When I was overweight, I didn’t consciously think about all the little things that I had never known were different for fat people vs. for thin people. What I do remember is the day, after having been an overweight college student for three years, that I walked into the student center and saw three, beautiful, thin college women walking toward me. They looked like what I had always thought I would look like when I got to college, before I’d ever been in the hospital and been given a stigmatized identity that revolved around supposedly having a mental illness, and before I’d ever been pressured into taking medication that made me gain all the weight.
I felt something I’d never felt before, that I didn’t try to feel and wouldn’t have chosen to feel: the only word to describe it is “murderous.”
I only felt that way for a few seconds, and even then, I didn’t think about what was happening in my life that had led to my feeling that way except to be surprised at the feeling.
About a year later, I had stopped taking all the medication and was thin again. I hadn’t been back to being thin for very long when, one day, I was walking toward the door of a public place. A man was in front of me, going toward the same door. He opened the door, looked back at me for a second, and then he got a big smile on his face and went out of his way to hold the door for me.
He surprised me when he did that, and it was only a few days later that it hit me that he had only done it because I was thin and he thought I was pretty. I realized that I had spent somewhere between 3 and 5 years without being given considerations as small as people holding the door for me when they had gotten to the door first.

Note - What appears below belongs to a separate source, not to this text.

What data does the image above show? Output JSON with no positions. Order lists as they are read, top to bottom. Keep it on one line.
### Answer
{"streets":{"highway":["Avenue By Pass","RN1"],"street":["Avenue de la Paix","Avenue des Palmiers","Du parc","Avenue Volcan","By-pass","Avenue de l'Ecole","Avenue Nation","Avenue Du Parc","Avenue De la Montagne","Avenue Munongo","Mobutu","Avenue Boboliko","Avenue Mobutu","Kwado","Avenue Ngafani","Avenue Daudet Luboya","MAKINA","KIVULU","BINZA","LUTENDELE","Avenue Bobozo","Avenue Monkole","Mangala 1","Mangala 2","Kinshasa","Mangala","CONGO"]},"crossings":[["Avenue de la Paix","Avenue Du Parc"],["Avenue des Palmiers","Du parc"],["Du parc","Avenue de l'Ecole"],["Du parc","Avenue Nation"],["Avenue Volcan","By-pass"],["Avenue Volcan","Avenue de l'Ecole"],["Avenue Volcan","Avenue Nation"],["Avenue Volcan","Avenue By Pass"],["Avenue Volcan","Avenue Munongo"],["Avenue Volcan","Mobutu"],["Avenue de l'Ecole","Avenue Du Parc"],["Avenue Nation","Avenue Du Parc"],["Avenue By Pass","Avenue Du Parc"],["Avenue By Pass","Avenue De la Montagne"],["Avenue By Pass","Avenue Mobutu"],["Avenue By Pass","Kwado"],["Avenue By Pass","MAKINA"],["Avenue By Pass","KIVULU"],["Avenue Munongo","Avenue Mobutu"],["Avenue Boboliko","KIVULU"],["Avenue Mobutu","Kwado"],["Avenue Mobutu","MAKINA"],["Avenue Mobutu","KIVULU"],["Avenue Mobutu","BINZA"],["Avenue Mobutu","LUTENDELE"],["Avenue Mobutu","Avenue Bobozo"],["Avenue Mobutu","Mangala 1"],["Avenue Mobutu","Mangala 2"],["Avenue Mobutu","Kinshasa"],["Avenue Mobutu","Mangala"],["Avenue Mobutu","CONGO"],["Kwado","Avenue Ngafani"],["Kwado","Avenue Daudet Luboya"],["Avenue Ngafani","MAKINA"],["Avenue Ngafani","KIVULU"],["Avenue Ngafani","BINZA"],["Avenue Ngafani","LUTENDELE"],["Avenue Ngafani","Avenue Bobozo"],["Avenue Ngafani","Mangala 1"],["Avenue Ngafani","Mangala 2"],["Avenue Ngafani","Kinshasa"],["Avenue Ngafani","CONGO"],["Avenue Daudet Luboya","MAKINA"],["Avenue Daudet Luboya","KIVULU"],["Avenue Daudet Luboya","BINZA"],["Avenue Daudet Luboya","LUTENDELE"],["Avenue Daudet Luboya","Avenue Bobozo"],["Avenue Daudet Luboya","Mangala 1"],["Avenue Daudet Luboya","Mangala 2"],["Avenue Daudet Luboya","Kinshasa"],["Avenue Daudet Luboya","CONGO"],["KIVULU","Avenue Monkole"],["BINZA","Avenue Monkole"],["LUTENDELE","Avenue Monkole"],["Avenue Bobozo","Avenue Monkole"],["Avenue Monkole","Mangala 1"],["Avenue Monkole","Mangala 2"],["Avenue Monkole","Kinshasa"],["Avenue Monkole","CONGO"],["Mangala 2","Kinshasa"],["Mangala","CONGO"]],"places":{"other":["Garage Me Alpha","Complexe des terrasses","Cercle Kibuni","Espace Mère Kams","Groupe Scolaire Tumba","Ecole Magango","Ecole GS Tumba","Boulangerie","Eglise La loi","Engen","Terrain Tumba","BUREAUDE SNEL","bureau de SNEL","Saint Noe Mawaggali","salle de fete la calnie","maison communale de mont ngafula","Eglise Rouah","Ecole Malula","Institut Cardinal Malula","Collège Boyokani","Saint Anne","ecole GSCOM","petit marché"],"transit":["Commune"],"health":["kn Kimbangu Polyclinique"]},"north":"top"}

How much effort does it take to hold a door open for someone? None at all, and that's how much consideration you get when you're fat; you get none at all.
That was something I’d never known anything about or would have believed when I was young and had always been thin; I never would have believed a fat person who told me something such as:
“People don’t even bother to say “please” or “thank you.” They treat me like I’m not there, unless they’re making jokes about how fat I am. It’s not even a question of people asking me out or not; I get treated as if I’m not a person, or am a bad person, or am disgusting, or as if I need constant advice about how to lose weight that I never asked for. You have no idea what my life is like.”
When I lose my temper and say “so and so mistreated me because he or she is fat,” it’s because I’ve lost my temper because somebody mistreated me because he or she was being a jerk. Fat people can be jerks; anyone can be a jerk. The point is, in those moments, when I am too tired or overwhelmed or have already been harassed too much by then to handle the situation the way that I would prefer to, what I want to do is get to the person, because that’s what the person wanted to do to me.
I can’t begin to count how many people to whom I have never been anything but nice have mistreated me as a result of what’s happened. That's not even including all the strangers who mistreat me; those are people whom I've never met at all, who sit across from me at computer terminals and rub their noses for hours or who cough at me from across the street and 100 yards away.
I don't understand how anyone can get enjoyment out of trying to bully a total stranger, let alone someone who has consistently tried to be nice to him or her.